Do you need a graduate degree for data science?

Maybe so. Maybe not.

Jeremie Harris
Towards Data Science
8 min readDec 18, 2018

--

I’ll level with you: I’m a PhD dropout.

I’ve gotten a lot of mileage out of that title, by the way: it hints that I’ve done a lot of grad school, but still maintains the aura of badassery that only the word “dropout” can provide. In some ways, it’s the ultimate humble brag. Graduate with a PhD, and you’re one nerd among ten thousand. But drop out 2.5 years into it, and you’re an edgy nerd. People will wonder what other edgy shit you might to do next. “Elon Musk dropped out of grad school,” they’ll say. “This guy could be just like Elon!”
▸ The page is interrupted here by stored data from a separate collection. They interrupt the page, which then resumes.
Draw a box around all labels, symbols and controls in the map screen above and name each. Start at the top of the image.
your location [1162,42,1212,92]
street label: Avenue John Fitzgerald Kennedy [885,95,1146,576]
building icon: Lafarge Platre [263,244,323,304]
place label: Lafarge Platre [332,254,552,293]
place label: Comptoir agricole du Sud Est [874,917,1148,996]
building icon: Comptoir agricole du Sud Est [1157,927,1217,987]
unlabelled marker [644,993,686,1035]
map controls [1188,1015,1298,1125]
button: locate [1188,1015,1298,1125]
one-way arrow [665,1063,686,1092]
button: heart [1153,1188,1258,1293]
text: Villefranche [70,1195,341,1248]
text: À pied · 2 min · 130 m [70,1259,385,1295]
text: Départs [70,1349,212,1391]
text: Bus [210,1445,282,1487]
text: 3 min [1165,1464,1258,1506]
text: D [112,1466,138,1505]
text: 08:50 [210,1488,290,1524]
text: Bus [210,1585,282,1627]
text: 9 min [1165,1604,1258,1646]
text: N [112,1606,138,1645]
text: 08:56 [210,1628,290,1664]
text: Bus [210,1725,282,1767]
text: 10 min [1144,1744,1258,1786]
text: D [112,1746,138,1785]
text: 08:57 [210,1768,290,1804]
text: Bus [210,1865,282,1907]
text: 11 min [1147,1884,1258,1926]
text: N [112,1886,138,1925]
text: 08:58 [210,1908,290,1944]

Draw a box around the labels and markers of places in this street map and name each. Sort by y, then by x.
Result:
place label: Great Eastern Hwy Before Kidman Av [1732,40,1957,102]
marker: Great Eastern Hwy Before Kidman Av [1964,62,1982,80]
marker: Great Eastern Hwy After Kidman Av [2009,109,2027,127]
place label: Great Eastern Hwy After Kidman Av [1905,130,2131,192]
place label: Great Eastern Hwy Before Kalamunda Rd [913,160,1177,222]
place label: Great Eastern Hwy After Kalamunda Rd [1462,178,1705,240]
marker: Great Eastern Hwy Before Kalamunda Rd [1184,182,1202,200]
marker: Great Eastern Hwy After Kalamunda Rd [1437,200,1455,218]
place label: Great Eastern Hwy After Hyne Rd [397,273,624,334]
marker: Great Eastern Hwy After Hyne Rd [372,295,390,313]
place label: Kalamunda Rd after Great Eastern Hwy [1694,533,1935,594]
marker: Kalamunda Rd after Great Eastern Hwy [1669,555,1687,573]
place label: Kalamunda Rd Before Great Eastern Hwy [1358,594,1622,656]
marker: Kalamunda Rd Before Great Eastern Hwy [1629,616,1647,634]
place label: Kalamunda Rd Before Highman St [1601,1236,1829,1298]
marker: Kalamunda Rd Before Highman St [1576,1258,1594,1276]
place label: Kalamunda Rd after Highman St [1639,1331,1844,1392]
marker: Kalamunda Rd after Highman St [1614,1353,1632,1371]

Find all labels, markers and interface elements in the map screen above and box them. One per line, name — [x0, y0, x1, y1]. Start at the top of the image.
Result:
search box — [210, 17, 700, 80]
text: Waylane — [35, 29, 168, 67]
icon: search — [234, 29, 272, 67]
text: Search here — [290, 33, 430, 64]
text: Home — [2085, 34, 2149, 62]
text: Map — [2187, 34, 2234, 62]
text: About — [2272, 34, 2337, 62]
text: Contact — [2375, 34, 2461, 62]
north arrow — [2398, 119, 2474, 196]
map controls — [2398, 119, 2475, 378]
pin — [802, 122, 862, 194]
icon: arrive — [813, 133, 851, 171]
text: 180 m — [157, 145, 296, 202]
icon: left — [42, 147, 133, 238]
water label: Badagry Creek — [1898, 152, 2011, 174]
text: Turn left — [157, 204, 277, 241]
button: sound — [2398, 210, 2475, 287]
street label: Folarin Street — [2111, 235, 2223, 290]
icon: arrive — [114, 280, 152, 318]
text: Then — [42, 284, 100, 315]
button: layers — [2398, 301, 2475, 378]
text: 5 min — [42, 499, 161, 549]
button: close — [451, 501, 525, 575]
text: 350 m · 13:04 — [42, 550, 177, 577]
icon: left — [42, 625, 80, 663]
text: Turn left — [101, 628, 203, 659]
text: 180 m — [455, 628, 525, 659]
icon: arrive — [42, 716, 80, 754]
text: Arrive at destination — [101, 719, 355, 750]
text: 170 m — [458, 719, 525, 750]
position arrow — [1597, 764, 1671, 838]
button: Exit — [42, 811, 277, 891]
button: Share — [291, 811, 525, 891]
As much good as dropping out of grad school has done for my reputation as an unpredictable, 4-D chess playing, closet nerd genius, it’s become clear to me that two of the key ingredients to becoming a PhD dropout aren’t for everyone: 1) starting a PhD, and 2) dropping out of a PhD. And the same goes for a Master’s. This is true for the average aspiring STEM professional, but it’s even more true for aspiring data scientists. And I’ll get to the reason why in a second.

But first, you might be wondering how I know this.

Well here’s the thing: I work at a data science mentorship startup. And through that work I’ve probably interviewed over a thousand aspiring data scientists — some with PhDs, some with Master’s degrees, some with undergrads, and some who dropped out at every stage in between. And that’s left me with a rare and precious thing: a statistically significant sample of data science career stories.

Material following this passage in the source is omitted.